:: What to produce ::
Beneath this line is the data. Output exactly the lines from the line with "flex:none; width:38px; height:38px;" to the line with "display:grid; place-items:center; width:63px;", both ends included, and nothing more.

### Data supplied ###

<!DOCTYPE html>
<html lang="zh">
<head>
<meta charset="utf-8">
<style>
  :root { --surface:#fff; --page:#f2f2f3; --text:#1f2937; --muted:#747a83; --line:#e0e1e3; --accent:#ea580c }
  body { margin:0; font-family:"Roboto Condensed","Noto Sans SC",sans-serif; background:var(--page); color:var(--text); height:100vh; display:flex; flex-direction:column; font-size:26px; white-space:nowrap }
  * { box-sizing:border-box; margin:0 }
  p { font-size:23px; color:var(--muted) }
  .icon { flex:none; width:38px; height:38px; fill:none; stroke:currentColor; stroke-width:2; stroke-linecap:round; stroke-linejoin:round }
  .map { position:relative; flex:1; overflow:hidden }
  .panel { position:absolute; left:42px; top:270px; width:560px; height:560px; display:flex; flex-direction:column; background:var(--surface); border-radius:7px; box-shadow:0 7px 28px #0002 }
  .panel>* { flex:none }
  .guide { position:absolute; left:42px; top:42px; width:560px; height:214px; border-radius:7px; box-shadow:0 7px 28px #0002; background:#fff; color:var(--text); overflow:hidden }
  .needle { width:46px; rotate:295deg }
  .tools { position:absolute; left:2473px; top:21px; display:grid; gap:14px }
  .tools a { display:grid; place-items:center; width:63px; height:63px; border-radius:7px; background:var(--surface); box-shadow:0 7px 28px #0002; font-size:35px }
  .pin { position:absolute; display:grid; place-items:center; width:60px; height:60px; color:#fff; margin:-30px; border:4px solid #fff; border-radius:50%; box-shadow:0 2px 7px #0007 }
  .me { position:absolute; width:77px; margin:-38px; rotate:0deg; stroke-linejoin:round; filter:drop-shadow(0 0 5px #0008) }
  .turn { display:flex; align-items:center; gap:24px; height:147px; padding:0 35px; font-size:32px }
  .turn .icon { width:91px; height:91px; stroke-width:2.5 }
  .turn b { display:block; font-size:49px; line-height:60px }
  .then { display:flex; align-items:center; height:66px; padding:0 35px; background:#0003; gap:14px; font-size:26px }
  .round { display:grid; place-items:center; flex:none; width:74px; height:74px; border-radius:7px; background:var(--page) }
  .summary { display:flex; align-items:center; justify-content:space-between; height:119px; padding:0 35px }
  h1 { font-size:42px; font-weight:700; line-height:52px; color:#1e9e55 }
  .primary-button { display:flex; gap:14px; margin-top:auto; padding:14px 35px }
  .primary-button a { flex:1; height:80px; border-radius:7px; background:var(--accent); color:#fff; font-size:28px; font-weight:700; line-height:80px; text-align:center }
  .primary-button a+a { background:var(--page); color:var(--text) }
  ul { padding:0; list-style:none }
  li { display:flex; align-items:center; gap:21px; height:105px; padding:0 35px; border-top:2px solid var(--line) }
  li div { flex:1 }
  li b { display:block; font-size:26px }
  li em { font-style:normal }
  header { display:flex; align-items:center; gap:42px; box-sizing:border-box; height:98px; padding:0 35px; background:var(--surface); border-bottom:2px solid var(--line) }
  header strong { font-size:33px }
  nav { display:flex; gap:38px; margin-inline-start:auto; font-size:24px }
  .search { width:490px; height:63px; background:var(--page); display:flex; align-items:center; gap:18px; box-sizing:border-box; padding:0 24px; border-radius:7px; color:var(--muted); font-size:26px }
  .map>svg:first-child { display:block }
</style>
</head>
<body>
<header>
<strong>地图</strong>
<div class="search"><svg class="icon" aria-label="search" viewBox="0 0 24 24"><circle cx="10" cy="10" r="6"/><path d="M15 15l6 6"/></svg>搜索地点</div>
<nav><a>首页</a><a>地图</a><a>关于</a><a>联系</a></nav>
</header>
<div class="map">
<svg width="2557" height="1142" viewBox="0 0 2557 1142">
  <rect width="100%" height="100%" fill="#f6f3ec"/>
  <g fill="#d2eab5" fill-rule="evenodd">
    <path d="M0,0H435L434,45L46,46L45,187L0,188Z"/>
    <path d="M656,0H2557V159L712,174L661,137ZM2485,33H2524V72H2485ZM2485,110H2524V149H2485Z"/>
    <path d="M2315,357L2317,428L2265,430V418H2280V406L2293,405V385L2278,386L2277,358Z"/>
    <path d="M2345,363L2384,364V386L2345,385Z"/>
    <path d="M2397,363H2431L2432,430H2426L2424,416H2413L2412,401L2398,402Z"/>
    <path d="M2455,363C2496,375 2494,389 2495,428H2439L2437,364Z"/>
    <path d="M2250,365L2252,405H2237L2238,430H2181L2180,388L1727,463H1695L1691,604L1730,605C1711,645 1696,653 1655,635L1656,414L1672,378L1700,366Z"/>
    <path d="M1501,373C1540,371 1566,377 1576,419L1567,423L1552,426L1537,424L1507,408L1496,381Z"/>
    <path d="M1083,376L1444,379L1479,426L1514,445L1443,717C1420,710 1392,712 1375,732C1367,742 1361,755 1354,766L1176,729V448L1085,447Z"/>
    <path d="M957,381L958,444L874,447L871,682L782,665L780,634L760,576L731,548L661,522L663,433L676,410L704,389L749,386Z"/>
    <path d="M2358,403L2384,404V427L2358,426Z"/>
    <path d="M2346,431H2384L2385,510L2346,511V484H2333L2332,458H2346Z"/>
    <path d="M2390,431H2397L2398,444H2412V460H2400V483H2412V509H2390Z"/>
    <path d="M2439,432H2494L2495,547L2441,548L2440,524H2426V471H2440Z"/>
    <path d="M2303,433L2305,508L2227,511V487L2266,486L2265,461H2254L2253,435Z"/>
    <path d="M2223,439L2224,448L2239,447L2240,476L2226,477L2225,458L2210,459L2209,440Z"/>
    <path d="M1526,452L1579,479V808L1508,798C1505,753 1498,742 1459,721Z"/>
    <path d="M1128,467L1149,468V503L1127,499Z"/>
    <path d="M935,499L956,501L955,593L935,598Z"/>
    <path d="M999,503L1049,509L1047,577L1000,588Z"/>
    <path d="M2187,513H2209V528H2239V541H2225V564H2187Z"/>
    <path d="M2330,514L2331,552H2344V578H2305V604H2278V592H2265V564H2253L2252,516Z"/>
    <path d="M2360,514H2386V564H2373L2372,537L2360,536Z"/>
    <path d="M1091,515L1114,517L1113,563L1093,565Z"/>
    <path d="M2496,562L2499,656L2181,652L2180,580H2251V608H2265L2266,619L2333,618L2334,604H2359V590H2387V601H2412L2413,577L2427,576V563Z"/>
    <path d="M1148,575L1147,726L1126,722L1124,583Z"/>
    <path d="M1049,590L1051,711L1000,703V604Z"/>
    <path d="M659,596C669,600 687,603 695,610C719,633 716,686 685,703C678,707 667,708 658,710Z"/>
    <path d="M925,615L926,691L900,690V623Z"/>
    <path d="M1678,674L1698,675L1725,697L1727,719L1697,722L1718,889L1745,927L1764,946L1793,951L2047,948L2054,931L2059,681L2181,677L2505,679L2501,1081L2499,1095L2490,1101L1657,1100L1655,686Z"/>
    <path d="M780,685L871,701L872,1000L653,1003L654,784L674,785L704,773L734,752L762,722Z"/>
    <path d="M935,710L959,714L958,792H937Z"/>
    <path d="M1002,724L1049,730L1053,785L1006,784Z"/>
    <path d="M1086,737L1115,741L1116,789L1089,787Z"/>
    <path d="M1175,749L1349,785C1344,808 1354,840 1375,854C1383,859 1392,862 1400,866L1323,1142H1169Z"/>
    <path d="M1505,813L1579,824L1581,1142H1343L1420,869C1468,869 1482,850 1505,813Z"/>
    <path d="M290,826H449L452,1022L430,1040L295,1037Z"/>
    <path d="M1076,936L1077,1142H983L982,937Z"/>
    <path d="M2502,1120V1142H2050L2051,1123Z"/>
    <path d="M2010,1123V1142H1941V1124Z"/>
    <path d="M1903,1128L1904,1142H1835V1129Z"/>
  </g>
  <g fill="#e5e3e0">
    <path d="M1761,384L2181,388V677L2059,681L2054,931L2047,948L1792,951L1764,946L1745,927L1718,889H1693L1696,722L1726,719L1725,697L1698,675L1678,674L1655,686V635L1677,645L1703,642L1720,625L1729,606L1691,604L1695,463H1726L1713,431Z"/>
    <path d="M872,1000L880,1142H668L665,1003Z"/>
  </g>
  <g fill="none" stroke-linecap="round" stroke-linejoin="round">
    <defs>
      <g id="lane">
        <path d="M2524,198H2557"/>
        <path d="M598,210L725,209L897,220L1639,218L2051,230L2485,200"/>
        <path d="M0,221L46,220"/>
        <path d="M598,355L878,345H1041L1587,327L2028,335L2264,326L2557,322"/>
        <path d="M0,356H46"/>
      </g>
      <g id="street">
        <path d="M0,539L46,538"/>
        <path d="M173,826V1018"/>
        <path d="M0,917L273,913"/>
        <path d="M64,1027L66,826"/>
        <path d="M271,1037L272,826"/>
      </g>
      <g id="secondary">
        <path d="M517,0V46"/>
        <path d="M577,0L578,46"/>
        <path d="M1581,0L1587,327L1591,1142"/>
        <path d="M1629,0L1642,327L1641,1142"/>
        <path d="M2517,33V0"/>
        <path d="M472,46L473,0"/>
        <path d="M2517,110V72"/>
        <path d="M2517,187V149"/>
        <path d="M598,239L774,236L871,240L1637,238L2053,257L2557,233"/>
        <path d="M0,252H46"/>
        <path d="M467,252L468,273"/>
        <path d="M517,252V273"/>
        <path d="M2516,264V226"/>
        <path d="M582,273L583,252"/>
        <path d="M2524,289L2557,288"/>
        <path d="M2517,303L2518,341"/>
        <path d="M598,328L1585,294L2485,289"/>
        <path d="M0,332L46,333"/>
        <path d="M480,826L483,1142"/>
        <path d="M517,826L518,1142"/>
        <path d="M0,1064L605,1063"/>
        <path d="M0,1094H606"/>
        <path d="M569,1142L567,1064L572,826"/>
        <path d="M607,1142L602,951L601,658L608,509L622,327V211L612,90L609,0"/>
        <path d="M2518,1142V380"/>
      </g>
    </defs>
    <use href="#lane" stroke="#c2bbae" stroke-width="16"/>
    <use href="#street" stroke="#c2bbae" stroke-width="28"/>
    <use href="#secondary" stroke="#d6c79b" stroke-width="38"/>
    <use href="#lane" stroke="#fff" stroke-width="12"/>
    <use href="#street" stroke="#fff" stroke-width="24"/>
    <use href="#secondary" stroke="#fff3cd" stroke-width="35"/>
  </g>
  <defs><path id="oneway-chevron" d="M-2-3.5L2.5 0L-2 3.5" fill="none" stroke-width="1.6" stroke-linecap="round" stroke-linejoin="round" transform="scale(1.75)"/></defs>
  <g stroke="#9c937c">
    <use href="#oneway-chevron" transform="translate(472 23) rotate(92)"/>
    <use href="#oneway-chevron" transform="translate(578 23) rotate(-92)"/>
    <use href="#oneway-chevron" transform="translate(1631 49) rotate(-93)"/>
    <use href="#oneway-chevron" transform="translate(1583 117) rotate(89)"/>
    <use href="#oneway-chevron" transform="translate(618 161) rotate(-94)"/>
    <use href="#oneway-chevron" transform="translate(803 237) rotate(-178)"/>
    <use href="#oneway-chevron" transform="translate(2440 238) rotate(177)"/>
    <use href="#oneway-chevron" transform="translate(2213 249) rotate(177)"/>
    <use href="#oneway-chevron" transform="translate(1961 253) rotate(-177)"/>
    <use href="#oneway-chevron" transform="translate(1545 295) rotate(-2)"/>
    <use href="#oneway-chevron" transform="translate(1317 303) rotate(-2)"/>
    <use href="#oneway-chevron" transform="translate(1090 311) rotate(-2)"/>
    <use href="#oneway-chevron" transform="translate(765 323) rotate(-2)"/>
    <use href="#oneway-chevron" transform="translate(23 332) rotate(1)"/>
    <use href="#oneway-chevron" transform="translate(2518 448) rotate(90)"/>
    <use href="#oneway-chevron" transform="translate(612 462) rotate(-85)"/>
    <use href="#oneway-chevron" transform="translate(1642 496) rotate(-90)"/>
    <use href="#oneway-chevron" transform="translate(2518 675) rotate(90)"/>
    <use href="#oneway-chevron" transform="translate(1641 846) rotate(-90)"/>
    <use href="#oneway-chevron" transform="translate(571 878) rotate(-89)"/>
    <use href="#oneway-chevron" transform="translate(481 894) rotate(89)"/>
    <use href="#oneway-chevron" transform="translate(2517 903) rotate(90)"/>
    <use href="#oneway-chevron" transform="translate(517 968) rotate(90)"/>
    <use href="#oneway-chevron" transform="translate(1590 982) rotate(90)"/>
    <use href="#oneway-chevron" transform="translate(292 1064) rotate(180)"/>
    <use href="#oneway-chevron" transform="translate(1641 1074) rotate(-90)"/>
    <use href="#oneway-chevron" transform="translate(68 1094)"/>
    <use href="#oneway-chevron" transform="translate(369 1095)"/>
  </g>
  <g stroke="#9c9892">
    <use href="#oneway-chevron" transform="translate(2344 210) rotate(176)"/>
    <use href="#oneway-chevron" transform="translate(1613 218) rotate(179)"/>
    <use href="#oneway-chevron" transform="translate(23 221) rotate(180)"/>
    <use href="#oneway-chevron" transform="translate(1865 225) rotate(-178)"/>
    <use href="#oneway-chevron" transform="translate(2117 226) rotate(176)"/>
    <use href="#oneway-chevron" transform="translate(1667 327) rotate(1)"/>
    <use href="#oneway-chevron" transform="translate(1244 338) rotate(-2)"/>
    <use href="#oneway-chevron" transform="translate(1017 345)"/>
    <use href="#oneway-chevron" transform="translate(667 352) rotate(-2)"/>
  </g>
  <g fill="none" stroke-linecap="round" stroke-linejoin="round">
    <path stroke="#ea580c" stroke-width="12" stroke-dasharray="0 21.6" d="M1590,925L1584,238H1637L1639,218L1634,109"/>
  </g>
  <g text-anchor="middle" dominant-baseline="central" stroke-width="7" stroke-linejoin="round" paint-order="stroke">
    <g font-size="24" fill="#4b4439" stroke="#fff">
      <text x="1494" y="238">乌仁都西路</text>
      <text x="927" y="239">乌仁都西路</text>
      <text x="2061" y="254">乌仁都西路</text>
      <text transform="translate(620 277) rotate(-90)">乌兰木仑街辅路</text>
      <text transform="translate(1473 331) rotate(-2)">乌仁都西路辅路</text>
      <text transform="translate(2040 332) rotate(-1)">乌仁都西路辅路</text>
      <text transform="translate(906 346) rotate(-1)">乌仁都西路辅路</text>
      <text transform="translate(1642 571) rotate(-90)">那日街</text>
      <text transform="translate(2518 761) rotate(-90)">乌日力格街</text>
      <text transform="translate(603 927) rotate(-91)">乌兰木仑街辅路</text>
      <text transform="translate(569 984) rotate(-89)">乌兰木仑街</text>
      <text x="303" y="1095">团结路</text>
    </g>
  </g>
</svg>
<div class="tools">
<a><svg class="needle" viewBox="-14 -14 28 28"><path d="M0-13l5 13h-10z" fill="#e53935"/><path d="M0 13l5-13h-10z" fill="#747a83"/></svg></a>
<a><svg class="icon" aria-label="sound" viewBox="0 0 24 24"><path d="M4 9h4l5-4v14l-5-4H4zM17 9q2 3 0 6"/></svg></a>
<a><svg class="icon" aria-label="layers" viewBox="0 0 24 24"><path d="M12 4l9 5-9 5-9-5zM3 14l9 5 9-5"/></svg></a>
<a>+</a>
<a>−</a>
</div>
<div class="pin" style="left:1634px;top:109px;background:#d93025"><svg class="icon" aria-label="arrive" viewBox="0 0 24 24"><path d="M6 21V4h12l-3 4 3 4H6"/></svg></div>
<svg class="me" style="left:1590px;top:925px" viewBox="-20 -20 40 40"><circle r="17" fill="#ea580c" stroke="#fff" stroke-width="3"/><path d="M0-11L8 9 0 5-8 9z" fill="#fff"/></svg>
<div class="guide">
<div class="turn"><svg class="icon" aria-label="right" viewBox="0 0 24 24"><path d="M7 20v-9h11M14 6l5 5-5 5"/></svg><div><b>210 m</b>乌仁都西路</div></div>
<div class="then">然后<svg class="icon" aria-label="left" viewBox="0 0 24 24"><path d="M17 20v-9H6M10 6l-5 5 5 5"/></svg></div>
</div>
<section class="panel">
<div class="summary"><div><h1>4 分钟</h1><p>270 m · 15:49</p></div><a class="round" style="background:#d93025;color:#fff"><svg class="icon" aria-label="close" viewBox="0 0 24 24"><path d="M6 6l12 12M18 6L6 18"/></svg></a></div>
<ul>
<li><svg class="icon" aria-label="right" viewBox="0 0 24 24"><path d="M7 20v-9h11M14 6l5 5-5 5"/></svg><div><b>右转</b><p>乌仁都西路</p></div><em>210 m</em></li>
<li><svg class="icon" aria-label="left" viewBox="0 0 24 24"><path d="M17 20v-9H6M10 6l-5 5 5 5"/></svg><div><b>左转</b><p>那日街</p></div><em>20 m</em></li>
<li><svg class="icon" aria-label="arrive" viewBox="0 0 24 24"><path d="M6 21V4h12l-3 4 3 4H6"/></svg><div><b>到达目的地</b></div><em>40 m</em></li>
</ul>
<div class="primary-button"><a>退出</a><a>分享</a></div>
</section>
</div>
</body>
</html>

###

:: Exercise result ::
  .icon { flex:none; width:38px; height:38px; fill:none; stroke:currentColor; stroke-width:2; stroke-linecap:round; stroke-linejoin:round }
  .map { position:relative; flex:1; overflow:hidden }
  .panel { position:absolute; left:42px; top:270px; width:560px; height:560px; display:flex; flex-direction:column; background:var(--surface); border-radius:7px; box-shadow:0 7px 28px #0002 }
  .panel>* { flex:none }
  .guide { position:absolute; left:42px; top:42px; width:560px; height:214px; border-radius:7px; box-shadow:0 7px 28px #0002; background:#fff; color:var(--text); overflow:hidden }
  .needle { width:46px; rotate:295deg }
  .tools { position:absolute; left:2473px; top:21px; display:grid; gap:14px }
  .tools a { display:grid; place-items:center; width:63px; height:63px; border-radius:7px; background:var(--surface); box-shadow:0 7px 28px #0002; font-size:35px }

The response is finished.